1) Turkey announced Thursday more soldiers are being deployed to Idlib after already previously amassing troops at the border. 

According to Turkey's Daily Sabah: 

The Turkish military has dispatched more soldiers and stationed multiple rocket launchers on the Syrian border as it continues to reinforce units and equipment at Turkey's observation posts in northwestern Idlib province.

The rocket launchers were deployed in Hatay province, while commando squads headed to their units in armored vehicles.

2) Turkish tanks, armored columns, and elite commandos are pouring in as state powers are on a collision course:

Turkish President Recep Tayyip Erdogan has put NATO’s second-largest army on a collision course with Russian-backed forces loyal to Syrian President Bashar al-Assad to try to prevent the fall of Idlib province, Syria’s last rebel stronghold.
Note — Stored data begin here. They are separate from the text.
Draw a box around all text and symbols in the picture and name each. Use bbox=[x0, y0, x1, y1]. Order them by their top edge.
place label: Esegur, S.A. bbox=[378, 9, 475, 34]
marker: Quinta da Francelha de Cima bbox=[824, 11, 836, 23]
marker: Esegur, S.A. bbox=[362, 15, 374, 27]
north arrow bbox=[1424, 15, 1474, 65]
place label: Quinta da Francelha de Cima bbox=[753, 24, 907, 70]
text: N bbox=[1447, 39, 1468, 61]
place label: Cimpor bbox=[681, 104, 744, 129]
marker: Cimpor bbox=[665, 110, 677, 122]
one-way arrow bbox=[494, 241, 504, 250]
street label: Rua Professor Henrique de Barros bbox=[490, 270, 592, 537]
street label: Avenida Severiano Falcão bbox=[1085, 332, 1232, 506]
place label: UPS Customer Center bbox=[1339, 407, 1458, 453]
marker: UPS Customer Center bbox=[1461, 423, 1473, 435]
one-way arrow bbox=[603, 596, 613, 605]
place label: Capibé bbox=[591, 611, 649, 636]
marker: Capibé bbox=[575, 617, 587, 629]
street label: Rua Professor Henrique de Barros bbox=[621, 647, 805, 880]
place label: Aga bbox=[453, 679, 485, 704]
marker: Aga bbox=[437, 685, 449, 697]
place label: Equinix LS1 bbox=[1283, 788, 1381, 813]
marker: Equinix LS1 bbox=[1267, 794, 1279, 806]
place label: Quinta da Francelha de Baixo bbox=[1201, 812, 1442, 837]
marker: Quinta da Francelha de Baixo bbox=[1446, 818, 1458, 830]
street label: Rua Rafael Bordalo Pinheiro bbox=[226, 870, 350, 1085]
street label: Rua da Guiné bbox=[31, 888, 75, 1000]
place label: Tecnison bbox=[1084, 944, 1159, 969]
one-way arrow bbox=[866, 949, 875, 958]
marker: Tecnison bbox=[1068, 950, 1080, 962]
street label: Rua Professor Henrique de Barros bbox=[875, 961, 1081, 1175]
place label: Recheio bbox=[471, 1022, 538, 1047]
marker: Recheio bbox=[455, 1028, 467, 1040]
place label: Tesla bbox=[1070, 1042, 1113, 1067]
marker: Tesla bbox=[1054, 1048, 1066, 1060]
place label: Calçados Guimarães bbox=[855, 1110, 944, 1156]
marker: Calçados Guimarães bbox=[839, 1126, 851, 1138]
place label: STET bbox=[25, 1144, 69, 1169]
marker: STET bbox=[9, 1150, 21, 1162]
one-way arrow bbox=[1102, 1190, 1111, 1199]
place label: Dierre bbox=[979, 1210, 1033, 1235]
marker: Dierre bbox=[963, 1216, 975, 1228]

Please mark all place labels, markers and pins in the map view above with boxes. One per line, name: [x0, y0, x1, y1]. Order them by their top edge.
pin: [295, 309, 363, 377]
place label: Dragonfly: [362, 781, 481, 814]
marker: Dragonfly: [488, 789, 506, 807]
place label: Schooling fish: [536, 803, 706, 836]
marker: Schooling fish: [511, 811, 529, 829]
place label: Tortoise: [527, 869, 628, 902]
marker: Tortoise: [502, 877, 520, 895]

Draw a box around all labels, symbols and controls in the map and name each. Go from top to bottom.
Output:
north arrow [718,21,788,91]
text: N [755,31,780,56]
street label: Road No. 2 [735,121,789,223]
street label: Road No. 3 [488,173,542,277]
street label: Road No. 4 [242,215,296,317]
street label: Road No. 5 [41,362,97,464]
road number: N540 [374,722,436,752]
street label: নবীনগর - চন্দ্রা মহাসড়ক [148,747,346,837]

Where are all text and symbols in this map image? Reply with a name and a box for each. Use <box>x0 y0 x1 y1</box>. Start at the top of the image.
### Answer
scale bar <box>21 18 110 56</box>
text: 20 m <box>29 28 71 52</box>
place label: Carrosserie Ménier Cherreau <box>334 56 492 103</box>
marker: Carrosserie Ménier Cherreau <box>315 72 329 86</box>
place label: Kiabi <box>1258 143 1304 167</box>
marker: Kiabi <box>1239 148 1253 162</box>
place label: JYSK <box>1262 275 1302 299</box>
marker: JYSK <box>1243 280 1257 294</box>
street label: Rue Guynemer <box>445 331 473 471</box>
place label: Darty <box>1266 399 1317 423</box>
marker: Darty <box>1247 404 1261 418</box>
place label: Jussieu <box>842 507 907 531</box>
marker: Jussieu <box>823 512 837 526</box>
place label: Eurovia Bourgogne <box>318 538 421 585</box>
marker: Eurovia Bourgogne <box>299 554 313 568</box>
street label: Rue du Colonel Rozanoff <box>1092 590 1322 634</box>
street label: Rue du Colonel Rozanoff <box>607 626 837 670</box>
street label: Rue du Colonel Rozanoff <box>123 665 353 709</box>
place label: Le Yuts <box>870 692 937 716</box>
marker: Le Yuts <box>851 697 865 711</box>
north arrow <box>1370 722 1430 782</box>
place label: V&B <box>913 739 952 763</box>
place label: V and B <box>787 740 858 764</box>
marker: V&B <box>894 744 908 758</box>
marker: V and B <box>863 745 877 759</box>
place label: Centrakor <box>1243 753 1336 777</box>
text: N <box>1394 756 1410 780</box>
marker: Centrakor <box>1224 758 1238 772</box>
The Turkish military ordered hundreds of tanks and armored cars dispatched to Idlib and struck about 170 targets in Syria in retaliation for attacks by Syrian forces that killed at least 12 Turkish soldiers in the northwestern province this month. Russia demanded a halt to attacks on Russian forces and their allies in the northwestern province, who’ve been conducting a months-long advance on the opposition bastion. — Bloomberg

3) Erdogan is erecting new "refugee cities" along Turkish-occupied Syrian border territory, in line with his 'solution' for the refugee crisis at a moment he's also threatened Europe with "opening the gates" if he doesn't receive EU funding to alleviate the burden:

4) The United Nations is warning Idlib civilian displacement is now the worst over the nine-year total period of war in Syria.

President Assad is being assisted by Russia in the fight to liberate all of Idlib province and insurgent holdout pockets of neighboring Aleppo from al-Qaeda faction Hayat Tahrir al-Sham. In the process pro-Assad forces are clashing with Turkish troops, which maintains 'observation posts' in and along Idlib provinces border areas. 

All of this has created a massive refugee outflow toward the Turkish border: 

A wave of displacement that has seen around 700,000 people flee a regime offensive in Syria's Idlib region is the biggest of the nine-year-old conflict, the United Nations said Tuesday.

"In just 10 weeks, since 1 December, some 690,000 people have been displaced from their homes in Idlib and surrounding areas," a spokesman for the Office for the Coordination of Humanitarian Affairs said.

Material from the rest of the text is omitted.